On 10 July 2019, Atlassian released a security advisory for a critical severity vulnerability in most versions of Jira Server and Jira Data Center. The vulnerability was introduced in version 4.4.0, released in 2011, and affects versions as recent as 8.2.2, released on 13 June 2019.
The good news is that users of Jira Cloud are not affected. But how many organizations are running Jira Server or Jira Data Center, and are vulnerable to this attack?
Tens of Thousands of Potentially Affected Servers
Using data from Shodan.io, we identified approximately 50,000 potential instances of Jira. Of those, our further research confirmed just over 30,000 to be reachable Jira instances with version numbers. And of those, only 63 had versions that were safe from CVE-2019-11581.
So as of the day after the advisory, the vast majority of internet accessible Jira Server instances had vulnerable versions. It would be nice to show a chart comparing patched and unpatched versions, but there are so few secure instances they are not visible to the human eye. Instead, here is a chart of the ten most common versions of Jira Server in the population we surveyed, none of which are in the list of fixed Jira Server versions.

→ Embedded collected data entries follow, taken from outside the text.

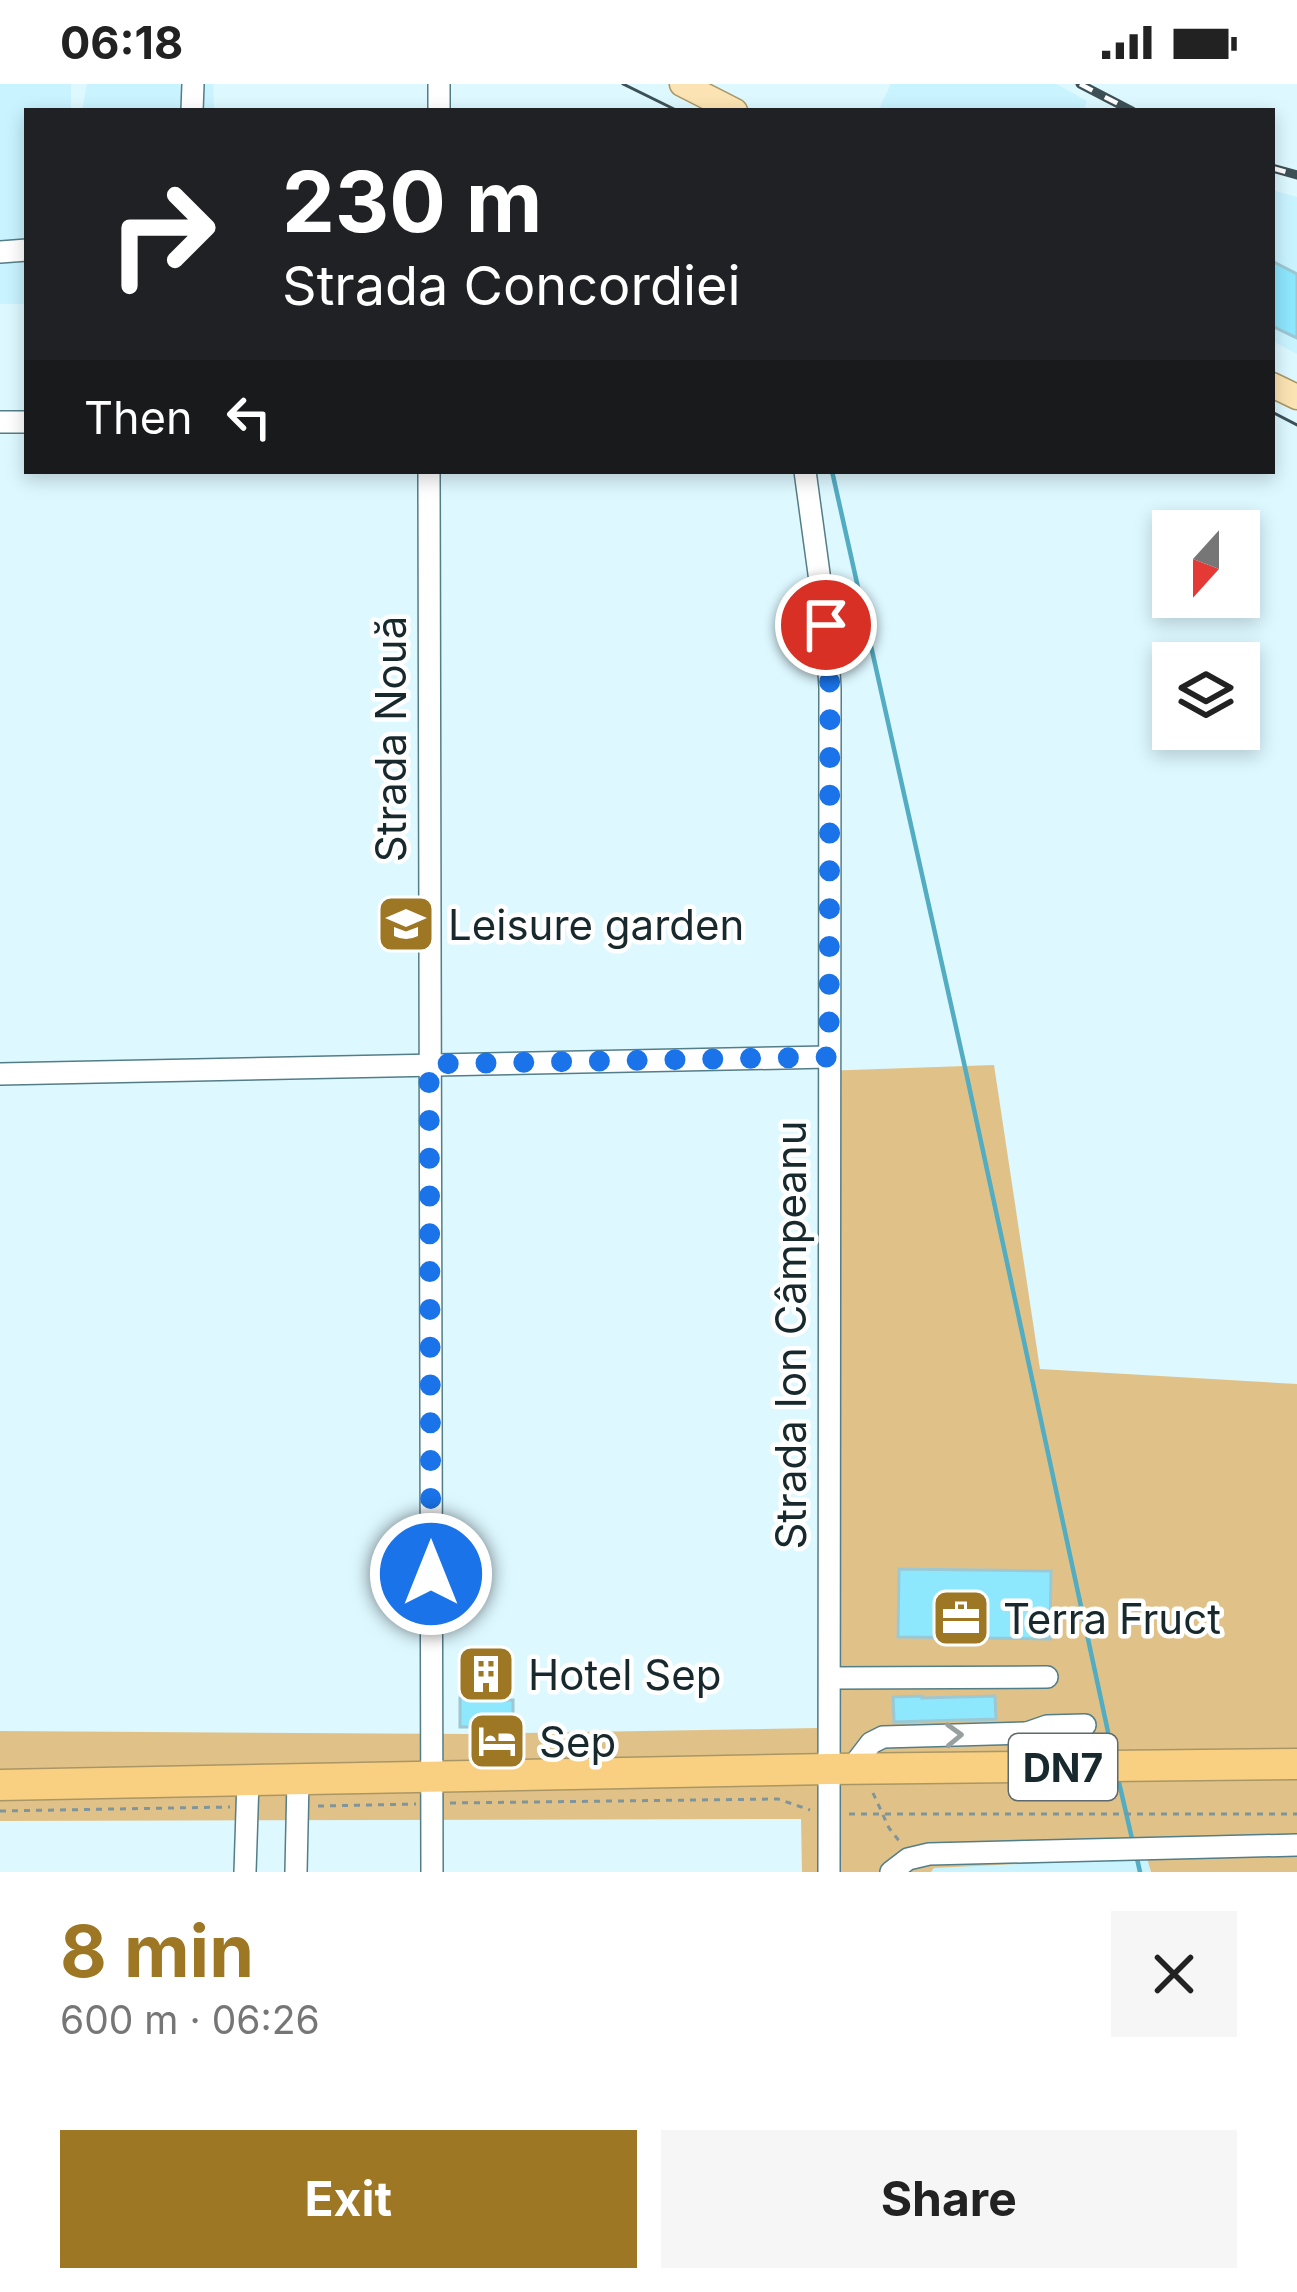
<!DOCTYPE html>
<html lang="en">
<head>
<meta charset="utf-8">
<style>
  :root { --surface:#fff; --page:#f6f6f6; --text:#222; --muted:#767676; --accent:#9d7723 }
  body { margin:0; font-family:Inter,sans-serif; background:var(--page); color:var(--text); height:100vh; display:flex; flex-direction:column; font-size:45px; white-space:nowrap }
  * { box-sizing:border-box; margin:0 }
  p { font-size:39px; color:var(--muted) }
  .icon { flex:none; width:66px; height:66px; fill:none; stroke:currentColor; stroke-width:2; stroke-linecap:round; stroke-linejoin:round }
  .map { position:relative; height:1788px; overflow:hidden }
  .sheet { display:flex; flex-direction:column; background:var(--surface); flex:1 }
  .sheet>* { flex:none }
  .banner { position:absolute; left:24px; top:24px; width:1251px; height:366px; border-radius:0px; box-shadow:0 6px 18px #0003; background:#202124; color:#fff; overflow:hidden }
  .needle { width:78px; rotate:201deg }
  .controls { position:absolute; left:1152px; top:426px; display:grid; gap:24px }
  .controls a { display:grid; place-items:center; width:108px; height:108px; border-radius:0px; background:var(--surface); box-shadow:0 6px 18px #0003; font-size:60px }
  .pin { position:absolute; display:grid; place-items:center; width:102px; height:102px; color:#fff; margin:-51px; border:6px solid #fff; border-radius:50%; box-shadow:0 3px 12px #0007 }
  .me { position:absolute; width:132px; margin:-66px; rotate:0deg; stroke-linejoin:round; filter:drop-shadow(0 0 9px #0008) }
  .turn { display:flex; align-items:center; gap:42px; height:252px; padding:0 60px; font-size:54px }
  .turn .icon { width:156px; height:156px; stroke-width:2.5 }
  .turn b { display:block; font-size:84px; line-height:102px }
  .then { display:flex; align-items:center; height:114px; padding:0 60px; background:#0003; gap:24px; font-size:45px }
  .round { display:grid; place-items:center; flex:none; width:126px; height:126px; border-radius:0px; background:var(--page) }
  .summary { display:flex; align-items:center; justify-content:space-between; height:204px; padding:0 60px }
  h1 { font-size:72px; font-weight:700; line-height:90px; color:var(--accent) }
  .action { display:flex; gap:24px; margin-top:auto; padding:24px 60px }
  .action a { flex:1; height:138px; border-radius:0px; background:var(--accent); color:#fff; font-size:48px; font-weight:700; line-height:138px; text-align:center }
  .action a+a { background:var(--page); color:var(--text) }
  .status { display:flex; justify-content:space-between; align-items:center; height:84px; padding:0 60px; background:var(--surface); direction:ltr }
  .status svg { height:33px; fill:currentColor }
  .map>svg:first-child { display:block }
</style>
</head>
<body>
<div class="status"><b>06:18</b><svg viewBox="0 0 49 12"><path d="M0 12V9h3v3zM5 12V6h3v6zM10 12V3h3v9zM15 12V0h3v12zM26 1h20v11H26zM47 4h2v5h-2z"/></svg></div>
<div class="map">
<svg width="1297" height="1788" viewBox="0 0 1297 1788">
  <rect width="100%" height="100%" fill="#ddf8ff"/>
  <g fill="#c8f3ff">
    <polygon points="0,0 71,0 71,27 27,27 27,220 0,220"/>
    <polygon points="87,0 213,0 214,27 82,27"/>
    <polygon points="891,0 1056,0 1087,17 1083,27 878,27"/>
    <polygon points="1272,106 1297,113 1297,270 1272,257"/>
    <polygon points="1148,1774 1151,1788 931,1788 934,1784"/>
  </g>
  <polygon fill="#e0c289" points="994,981 1040,1285 1297,1300 1297,1788 1151,1788 1147,1774 934,1784 931,1788 802,1788 801,1735 0,1737 0,1647 467,1650 817,1644 822,987"/>
  <g fill="none" stroke-linecap="round" stroke-linejoin="round">
    <g stroke="#52acc2" stroke-width="4.5">
      <polyline points="832,387 966,988 1113,1671"/>
      <polyline points="1118,1694 1133,1759"/>
      <polyline points="1136,1770 1140,1788"/>
    </g>
  </g>
  <g fill="#8de7fd" stroke="#9cc8d3" stroke-width="3">
    <polygon points="1272,177 1297,190 1297,254 1272,242"/>
    <polygon points="899,1485 1051,1487 1050,1555 898,1553"/>
    <polygon points="469,1566 503,1566 503,1616 513,1616 513,1643 460,1643 460,1614 469,1614"/>
    <polygon points="922,1612 922,1614 995,1612 996,1635 894,1638 893,1613"/>
  </g>
  <g fill="none" stroke-linecap="round" stroke-linejoin="round">
    <g stroke="#537d87" stroke-width="24">
      <g id="minor">
        <polyline points="439,0 439,27"/>
        <polyline points="192,27 193,0"/>
        <polyline points="0,168 27,166"/>
        <polyline points="0,338 27,338"/>
        <polyline points="429,387 432,1788"/>
        <polyline points="805,387 826,541 830,604 829,1788"/>
        <polyline points="0,990 829,973"/>
        <polyline points="830,1594 1047,1593"/>
        <polyline points="1027,1649 1047,1642 1085,1641"/>
        <polyline points="851,1685 871,1659 883,1653 1027,1649 1049,1659 1066,1683"/>
        <polyline points="245,1788 248,1696"/>
        <polyline points="296,1788 298,1696"/>
        <polyline points="891,1788 908,1775 929,1770 1297,1761"/>
      </g>
    </g>
    <g stroke="#aa9664" stroke-width="27">
      <g id="major">
        <polyline points="682,0 735,27"/>
        <polyline points="1272,301 1297,313"/>
      </g>
    </g>
    <g stroke="#aa9664" stroke-width="33">
      <polyline id="highway" points="0,1701 830,1685 1297,1680"/>
    </g>
    <g stroke="#7f959b" stroke-width="3" stroke-dasharray="6 6" stroke-linecap="butt">
      <polyline points="873,1709 889,1744 900,1758"/>
      <polyline points="450,1719 778,1715 810,1726"/>
      <polyline points="318,1722 416,1720"/>
      <polyline points="0,1727 230,1723"/>
      <polyline points="849,1730 1297,1730"/>
    </g>
    <use href="#minor" stroke="#fff" stroke-width="21"/>
    <use href="#major" stroke="#fbe3b3" stroke-width="24"/>
    <use href="#highway" stroke="#f9d081" stroke-width="30"/>
    <g stroke="#3d5055" stroke-width="3">
      <polyline points="623,0 678,27"/>
      <polyline points="1272,328 1297,341"/>
    </g>
    <g stroke="#3d5055" stroke-width="9">
      <g id="rail">
        <polyline points="1080,0 1132,27"/>
        <polyline points="1272,84 1297,91"/>
      </g>
    </g>
    <use href="#rail" stroke="#fff" stroke-width="4.5" stroke-dasharray="14" stroke-linecap="butt"/>
  </g>
  <defs><path id="oneway-chevron" d="M-2-3.5L2.5 0L-2 3.5" fill="none" stroke-width="1.6" stroke-linecap="round" stroke-linejoin="round" transform="scale(3)"/></defs>
  <use stroke="#979fa1" href="#oneway-chevron" transform="translate(954 1651) rotate(-2)"/>
  <g fill="none" stroke-linecap="round" stroke-linejoin="round">
    <polyline stroke="#1a73e8" stroke-width="21" stroke-dasharray="0 37.8" points="431,1490 429,980 829,973 830,604 826,541"/>
  </g>
  <defs>
    <g id="school-square" transform="scale(3)"><rect x="-9" y="-9" width="18" height="18" rx="4" fill="#9d7723" stroke="#fff"/><path d="M0-5L7-2L0 1L-7-2ZM-4 1L0 2.5L4 1V4Q0 6-4 4Z" fill="#fff"/></g>
    <g id="office-square" transform="scale(3)"><rect x="-9" y="-9" width="18" height="18" rx="4" fill="#9d7723" stroke="#fff"/><path d="M-6-3h4V-5.5h4V-3h4V5H-6ZM-1-4.5V-3h2v-1.5ZM-6 0V1H6V0Z" fill="#fff"/></g>
    <g id="building-square" transform="scale(3)"><rect x="-9" y="-9" width="18" height="18" rx="4" fill="#9d7723" stroke="#fff"/><path d="M-4-6H4V6H1V3H-1V6H-4ZM-2.5-4.3h1.7v1.8h-1.7ZM.8-4.3h1.7v1.8H.8ZM-2.5-1h1.7V.8h-1.7ZM.8-1h1.7V.8H.8Z" fill="#fff"/></g>
    <g id="hotel-square" transform="scale(3)"><rect x="-9" y="-9" width="18" height="18" rx="4" fill="#9d7723" stroke="#fff"/><path d="M-6-4.5h1.5V1H6V5H4.5V3h-9V5H-6ZM-4 0a1.8 1.8 0 1 1 3.6 0ZM.5 0V-2.5h3Q6-2.5 6 0Z" fill="#fff"/></g>
  </defs>
  <g fill-rule="evenodd">
    <use href="#school-square" x="406" y="840"/>
    <use href="#office-square" x="961" y="1534"/>
    <use href="#building-square" x="486" y="1590"/>
    <use href="#hotel-square" x="497" y="1657"/>
  </g>
  <g text-anchor="middle" dominant-baseline="central" stroke-width="9" stroke-linejoin="round" paint-order="stroke">
    <rect fill="#fff" stroke="#5d696d" stroke-width="3" x="1009" y="1650" width="108" height="66" rx="9"/>
    <g font-size="39" font-weight="bold" fill="#18292e">
      <text x="1063" y="1683">DN7</text>
    </g>
    <g font-size="42" fill="#18292e" stroke="#fff">
      <text transform="translate(390 655) rotate(-90)">Strada Nouă</text>
      <text transform="translate(790 1251) rotate(-90)">Strada Ion Câmpeanu</text>
    </g>
    <g font-size="42" fill="#18292e" stroke="#fff" text-anchor="start">
      <text x="448" y="840">Leisure garden</text>
      <text x="1003" y="1534">Terra Fruct</text>
      <text x="528" y="1590">Hotel Sep</text>
      <text x="539" y="1657">Sep</text>
    </g>
  </g>
</svg>
<div class="controls">
<a><svg class="needle" viewBox="-14 -14 28 28"><path d="M0-13l5 13h-10z" fill="#e53935"/><path d="M0 13l5-13h-10z" fill="#767676"/></svg></a>
<a><svg class="icon" aria-label="layers" viewBox="0 0 24 24"><path d="M12 4l9 5-9 5-9-5zM3 14l9 5 9-5"/></svg></a>
</div>
<div class="pin" style="left:826px;top:541px;background:#d93025"><svg class="icon" aria-label="arrive" viewBox="0 0 24 24"><path d="M6 21V4h12l-3 4 3 4H6"/></svg></div>
<svg class="me" style="left:431px;top:1490px" viewBox="-20 -20 40 40"><circle r="17" fill="#1a73e8" stroke="#fff" stroke-width="3"/><path d="M0-11L8 9 0 5-8 9z" fill="#fff"/></svg>
<div class="banner">
<div class="turn"><svg class="icon" aria-label="right" viewBox="0 0 24 24"><path d="M7 20v-9h11M14 6l5 5-5 5"/></svg><div><b>230 m</b>Strada Concordiei</div></div>
<div class="then">Then<svg class="icon" aria-label="left" viewBox="0 0 24 24"><path d="M17 20v-9H6M10 6l-5 5 5 5"/></svg></div>
</div>
</div>
<section class="sheet">
<div class="summary"><div><h1>8 min</h1><p>600 m · 06:26</p></div><a class="round"><svg class="icon" aria-label="close" viewBox="0 0 24 24"><path d="M6 6l12 12M18 6L6 18"/></svg></a></div>
<div class="action"><a>Exit</a><a>Share</a></div>
</section>
</body>
</html>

We exported this data soon after the advisory was released. Since then administrators have continued to take steps to remediate their vulnerabilities, and there should be fewer vulnerable instances every day. An initial assessment of the prevalence of this risk, however, shows tens of thousands of instances potentially are potentially vulnerable, and that patching has been far from universal.
Because the vulnerability exploits the "Contact Administrators Form" for template injection, Atlassian also released guidance on a work around to disable this form. Some of the servers that have not been upgraded have been secured using this work around. However, in manually checking sites that appeared to have vulnerable versions, they generally had not been patched since our initial data collection and had not implemented evidence of compensating controls. The only website where the version had changed since our initial data collection was one belonging to NASA. Good job NASA! But in the vast majority of cases there was no evidence the owners had upgraded to a secure version.
Additionally, users could disable the "Contact Administrators Form." Again, in manually checking random sites, only one was seen that had a notice that this had been disabled.
The geographic distribution of servers with vulnerable versions is similar to the distribution of computing systems worldwide. Most are in the US, but vulnerable servers were detected in 134 different countries. Essentially every nation with a digital economy likely has Jira servers that could be affected by this vulnerability.
The hostnames for Jira Servers can provide insight into the types of organizations affected. Of the servers with vulnerable versions, 69 included .gov in the URL. Those servers were hosted in 16 different countries, creating potential risk for many government functions.
However many vulnerable servers there are today, there should be fewer tomorrow and fewer the day after that. That said, there are still a lot of potentially vulnerable Jira servers, and protecting against data loss due to this vulnerability requires knowing both whether your organization has a vulnerable instance and whether your vendors are running unpatched Jira servers.